Some clients should seek opportunities to renegotiate or terminate long-term agreements with vendors and seek alternative supply chains and production options, said Joyce Adetutu, a Vinson & Elkins partner for export controls and economic sanctions and national security reviews.

It also makes sense for some clients to wait longer before making moves. Taking “advantage of short-term production capabilities and supply options in order to give them time to have a longer-term view—I think that’s smart business,” Adetutu said.

Just as business owners and economic forecasters have had to struggle to find their way forward in a shifting tariff landscape, these haven’t been easy days for trade lawyers. The impact tariffs are having on the US economy is murky, and an appeals court is hearing arguments on whether President Donald Trump had authority to impose the levies under his emergency powers in the first place.

“It is very difficult to make decisions in this environment,” said A&O Shearman’s Ken Rivlin, co-head of the international trade and environmental and climate law groups. “It is critical to focus on the fundamentals and make sure you fully understand the supply chain to be creative about how you manage it—and then opportunistic about making changes that might help down the road.”

Some company executives in August earnings calls said they have begun to see the higher cost of goods hurting balance sheets and cutting into profit forecasts. Those include Diamondback Energy Inc., which faces steel tariffs that increase the cost of drilling, and Molson Coors Beverage Co., which is contending with the cost of aluminum tariffs.

But US inflation data released Tuesday eased investors’ concerns that tariffs are causing price pressures for goods, Bloomberg News reported.

Who Pays?

A key concern for lawyers and their clients as they tackle tariff pricing is who shoulders these increased costs. In several cases, it is the party that has historically been responsible to pay the import costs. But some companies are looking for creative ways to divide those expenses.

“We’re seeing a lot more companies trying to build in cost-sharing metrics, like a 50-50 share,” Adetutu said. “We’ve also had some companies that have said ‘This is how tariff costs have always been allocated, it is your responsibility, so we’re not going to share the cost.’”

Rivlin said clients are frequently asking lawyers for advice about whether underlying contracts give one party or another the right to seek additional costs, or cost reductions, as a result of tariffs. For instance, lawyers may need to determine whether tariffs constitute a force majeure event.

Companies competing in the same sectors are finding themselves in different postures and positions because of the tariffs, said Warren Payne, Mayer Brown’s senior adviser of international trade, public policy, regulatory and government affairs and tax.

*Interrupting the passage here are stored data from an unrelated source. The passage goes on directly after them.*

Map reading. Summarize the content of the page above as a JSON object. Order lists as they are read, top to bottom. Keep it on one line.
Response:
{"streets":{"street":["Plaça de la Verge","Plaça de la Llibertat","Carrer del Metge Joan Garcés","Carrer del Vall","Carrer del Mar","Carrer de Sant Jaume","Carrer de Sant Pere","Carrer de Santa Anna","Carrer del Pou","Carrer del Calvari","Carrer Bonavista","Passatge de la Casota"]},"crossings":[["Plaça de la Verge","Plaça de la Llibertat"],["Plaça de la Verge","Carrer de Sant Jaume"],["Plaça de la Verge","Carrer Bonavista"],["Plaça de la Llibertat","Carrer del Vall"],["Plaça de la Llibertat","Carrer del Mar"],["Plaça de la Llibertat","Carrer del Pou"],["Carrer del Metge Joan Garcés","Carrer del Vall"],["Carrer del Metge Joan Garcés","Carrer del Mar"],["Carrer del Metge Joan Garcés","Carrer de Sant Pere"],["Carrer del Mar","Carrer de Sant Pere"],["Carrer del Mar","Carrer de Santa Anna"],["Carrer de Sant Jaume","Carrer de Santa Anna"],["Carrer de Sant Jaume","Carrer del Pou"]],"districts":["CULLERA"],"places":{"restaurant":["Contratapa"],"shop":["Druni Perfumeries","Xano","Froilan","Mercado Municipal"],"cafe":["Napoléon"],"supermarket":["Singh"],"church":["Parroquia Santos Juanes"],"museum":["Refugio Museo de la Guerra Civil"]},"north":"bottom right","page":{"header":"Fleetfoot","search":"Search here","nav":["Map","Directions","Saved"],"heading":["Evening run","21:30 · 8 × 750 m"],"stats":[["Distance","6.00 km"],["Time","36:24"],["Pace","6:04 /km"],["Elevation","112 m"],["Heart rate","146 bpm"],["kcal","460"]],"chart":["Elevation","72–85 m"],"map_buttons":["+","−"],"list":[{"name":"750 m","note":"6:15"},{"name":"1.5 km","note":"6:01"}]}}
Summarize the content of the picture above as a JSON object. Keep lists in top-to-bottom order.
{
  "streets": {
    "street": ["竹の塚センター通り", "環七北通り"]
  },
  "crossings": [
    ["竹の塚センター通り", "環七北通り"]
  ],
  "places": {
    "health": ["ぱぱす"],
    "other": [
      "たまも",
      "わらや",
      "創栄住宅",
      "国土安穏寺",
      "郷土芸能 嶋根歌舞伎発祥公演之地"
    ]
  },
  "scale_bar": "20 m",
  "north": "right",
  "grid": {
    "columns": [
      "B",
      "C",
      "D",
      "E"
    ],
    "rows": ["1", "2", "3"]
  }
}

Clients that focused their supply chains or production in high-tariff regions, such as parts of Asia, find they are no longer able to compete with rivals that pegged such operations in regions including Mexico, which are spared some tariffs, Payne said.

Mexico benefits from the United States-Mexico-Canada Agreement (USMCA), under which several goods remain tariff-free, barring some sectors such as automotives, steel and aluminum. Those preferential rates under the USMCA are still set to remain in place for another decade.

“Mexico has a huge advantage because you can export from Mexico tariff free as long as you meet the rules of origin,” Payne said. “When you produce in Mexico, you can access the global supply chain.”

Companies that are able to benefit from those rates “are just in a much stronger position” in terms of cash flow, liquidity, and their ability to obtain financing, he said.

For companies that want to shift to places such as Mexico to take advantage of the tariff regime, “moving operations can take several years and billions of dollars,” Rivlin said. That can be especially futile since “no one knows how long this is going to last.”

During such uncertainty, the best advice trade lawyers can give their clients often is: Wait and see.